The CFO & Controller Relationship
Justin Winchiu, Multiview CFO, describes the CFO relationship to a Controller through the metaphor of the intertwined chain of events when building a house. The CFO plays the role of architect and designer, then the Controller acts as the general contractor – oversees the construction, deals with regulatory procedures, ensures quality of the contractors who participate in building. The house building is the ideal metaphor since it highlights the need for trust and close, ongoing communication in the relationship between a Controller and CFO. It emphasizes their reliance and dependencies on each other in the workplace.
How The Right Finance Software Can Improve The CFO & Controller Partnership
An excellent foundation for building and strengthening this relationship is leveraging an ERP system that can provide comfort for both sides, knowing that the information being looked at comes from the same place.
In leveraging Multiview Financials, what a CFO benefits from is the Controller having access to the full stack of financial tools. The Controller can help the CFO understand and refine the kind of information that gets shared across the broader management group. To do that, the Controller needs to leverage multiple software solutions through a single BI portal to build informative reports that measure the organization’s performance. Having one portal that links multiple data sets provides quicker analysis and highlights when actions need to be taken.
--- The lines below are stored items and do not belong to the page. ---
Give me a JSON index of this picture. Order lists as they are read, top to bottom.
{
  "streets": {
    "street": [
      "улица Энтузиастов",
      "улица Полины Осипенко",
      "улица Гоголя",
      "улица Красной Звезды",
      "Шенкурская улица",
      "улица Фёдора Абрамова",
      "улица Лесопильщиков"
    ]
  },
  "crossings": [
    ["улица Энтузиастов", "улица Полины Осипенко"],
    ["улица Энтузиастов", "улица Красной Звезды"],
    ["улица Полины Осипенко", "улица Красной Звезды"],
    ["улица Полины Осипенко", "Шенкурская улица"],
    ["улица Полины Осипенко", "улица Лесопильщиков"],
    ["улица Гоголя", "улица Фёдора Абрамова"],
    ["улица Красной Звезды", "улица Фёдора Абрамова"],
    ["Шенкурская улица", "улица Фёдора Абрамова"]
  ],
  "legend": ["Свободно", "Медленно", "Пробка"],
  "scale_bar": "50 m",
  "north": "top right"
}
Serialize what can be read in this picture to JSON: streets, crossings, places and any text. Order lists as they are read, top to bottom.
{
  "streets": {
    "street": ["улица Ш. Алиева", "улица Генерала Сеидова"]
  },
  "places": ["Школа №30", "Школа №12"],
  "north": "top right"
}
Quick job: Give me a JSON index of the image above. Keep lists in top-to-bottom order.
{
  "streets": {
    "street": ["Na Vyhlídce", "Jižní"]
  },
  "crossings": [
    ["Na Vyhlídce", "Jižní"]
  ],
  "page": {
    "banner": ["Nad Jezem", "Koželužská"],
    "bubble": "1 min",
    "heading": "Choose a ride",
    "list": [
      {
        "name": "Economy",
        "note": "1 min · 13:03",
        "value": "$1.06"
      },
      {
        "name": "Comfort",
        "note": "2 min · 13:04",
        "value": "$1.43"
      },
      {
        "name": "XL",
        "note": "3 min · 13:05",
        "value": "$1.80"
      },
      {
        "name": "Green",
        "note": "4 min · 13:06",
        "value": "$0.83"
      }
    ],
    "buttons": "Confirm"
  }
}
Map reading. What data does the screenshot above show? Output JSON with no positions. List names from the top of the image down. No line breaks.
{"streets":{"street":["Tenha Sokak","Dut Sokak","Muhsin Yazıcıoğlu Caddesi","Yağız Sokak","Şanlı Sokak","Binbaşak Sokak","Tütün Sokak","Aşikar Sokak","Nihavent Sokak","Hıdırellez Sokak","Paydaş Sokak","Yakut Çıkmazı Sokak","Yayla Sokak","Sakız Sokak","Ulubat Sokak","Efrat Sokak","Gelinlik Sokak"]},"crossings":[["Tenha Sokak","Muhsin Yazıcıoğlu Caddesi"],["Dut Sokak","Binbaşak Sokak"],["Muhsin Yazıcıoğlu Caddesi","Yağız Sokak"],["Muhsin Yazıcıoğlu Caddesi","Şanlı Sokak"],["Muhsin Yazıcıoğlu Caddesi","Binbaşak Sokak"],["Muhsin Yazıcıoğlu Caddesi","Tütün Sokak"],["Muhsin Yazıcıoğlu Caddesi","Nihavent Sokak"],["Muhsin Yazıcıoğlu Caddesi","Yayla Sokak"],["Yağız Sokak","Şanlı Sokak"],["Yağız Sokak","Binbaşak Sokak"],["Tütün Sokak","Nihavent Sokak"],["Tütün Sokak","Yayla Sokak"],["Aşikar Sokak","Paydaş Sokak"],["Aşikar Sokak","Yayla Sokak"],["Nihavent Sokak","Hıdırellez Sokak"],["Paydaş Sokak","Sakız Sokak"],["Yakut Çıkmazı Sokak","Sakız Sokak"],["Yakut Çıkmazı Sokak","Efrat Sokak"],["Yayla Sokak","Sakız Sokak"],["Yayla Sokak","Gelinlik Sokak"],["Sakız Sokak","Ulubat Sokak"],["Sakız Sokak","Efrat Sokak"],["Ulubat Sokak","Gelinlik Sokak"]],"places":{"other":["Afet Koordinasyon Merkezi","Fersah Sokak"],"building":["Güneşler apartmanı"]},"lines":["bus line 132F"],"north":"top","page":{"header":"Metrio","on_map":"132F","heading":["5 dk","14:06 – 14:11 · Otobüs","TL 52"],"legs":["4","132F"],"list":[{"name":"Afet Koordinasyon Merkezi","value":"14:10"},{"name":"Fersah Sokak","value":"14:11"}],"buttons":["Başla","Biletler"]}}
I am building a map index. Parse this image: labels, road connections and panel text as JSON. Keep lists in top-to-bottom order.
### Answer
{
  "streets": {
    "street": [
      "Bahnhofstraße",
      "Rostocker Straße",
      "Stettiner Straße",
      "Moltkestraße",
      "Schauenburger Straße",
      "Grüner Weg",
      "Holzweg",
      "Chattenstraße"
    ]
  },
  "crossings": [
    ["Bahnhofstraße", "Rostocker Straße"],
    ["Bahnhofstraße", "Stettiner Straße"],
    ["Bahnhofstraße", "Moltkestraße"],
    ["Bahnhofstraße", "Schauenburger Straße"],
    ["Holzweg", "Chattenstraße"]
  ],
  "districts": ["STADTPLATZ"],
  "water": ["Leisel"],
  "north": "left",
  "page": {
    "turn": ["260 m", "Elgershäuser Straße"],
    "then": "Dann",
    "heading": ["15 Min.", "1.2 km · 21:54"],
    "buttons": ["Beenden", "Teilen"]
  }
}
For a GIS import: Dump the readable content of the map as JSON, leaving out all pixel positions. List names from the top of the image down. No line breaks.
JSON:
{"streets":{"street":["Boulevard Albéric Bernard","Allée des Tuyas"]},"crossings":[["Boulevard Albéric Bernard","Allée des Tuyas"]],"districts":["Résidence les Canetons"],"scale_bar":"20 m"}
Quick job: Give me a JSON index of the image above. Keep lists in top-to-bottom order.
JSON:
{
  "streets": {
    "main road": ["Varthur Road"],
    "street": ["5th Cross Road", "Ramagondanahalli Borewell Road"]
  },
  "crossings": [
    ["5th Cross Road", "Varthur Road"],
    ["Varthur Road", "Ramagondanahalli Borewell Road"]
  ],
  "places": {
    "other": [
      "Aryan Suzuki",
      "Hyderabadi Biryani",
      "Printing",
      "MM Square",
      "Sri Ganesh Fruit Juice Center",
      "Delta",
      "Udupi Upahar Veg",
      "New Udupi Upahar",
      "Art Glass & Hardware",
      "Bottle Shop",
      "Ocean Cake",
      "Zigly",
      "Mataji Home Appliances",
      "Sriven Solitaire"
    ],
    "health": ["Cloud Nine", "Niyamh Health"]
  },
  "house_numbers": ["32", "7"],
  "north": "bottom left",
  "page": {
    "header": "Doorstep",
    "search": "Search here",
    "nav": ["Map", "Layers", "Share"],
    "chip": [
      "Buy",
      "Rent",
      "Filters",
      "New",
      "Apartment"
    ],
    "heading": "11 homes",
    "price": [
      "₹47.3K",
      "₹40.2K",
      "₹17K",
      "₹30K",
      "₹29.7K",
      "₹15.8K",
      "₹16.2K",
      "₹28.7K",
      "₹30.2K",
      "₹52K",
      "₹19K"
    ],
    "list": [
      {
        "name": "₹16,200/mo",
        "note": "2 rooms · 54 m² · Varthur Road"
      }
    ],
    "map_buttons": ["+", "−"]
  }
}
“You almost want to, you know, I joke about this – but you almost want to be in a position where Controller and CFO’s roles may be combined, so if I were to get hit by a bus tomorrow, there should be no real impact,” says Winchiu. Multiview’s Controller, Christina Ullett, quickly commented, “Please don’t.”
All joking aside, technology can increase and strengthen trust and give each person timely access to information without needing the other person. However, like any relationship, open and honest communication is essential to achieving and maintaining a productive working relationship.
Ullett stressed the importance of identifying and understanding Winchiu’s needs, “Ongoing communication between Justin and myself really helps me understand what he requires to assess risk and make decisions for the organization.”
Traditionally, the Controller reports to the CFO, who relies on this person to present accurate, timely, and fulsome financial statements. Ongoing communications between them help to determine what outputs are key in facilitating the CFO role in driving strategic initiatives across the organization. The Controller needs to have a clear understanding of the company’s overall objectives so that the key performance metric can be reported on and delivered to the CFO.
A combination of technology and communication is essential for the CFO to provide long term strategic guidance. A Controller has more detailed knowledge of the variety of tools and operational data inputs that can be brought together in a systematic way to support the CFO’s strategic decisions.
When this is done efficiently, accurately, and timely, it builds a trusting relationship between the CFO and Controller.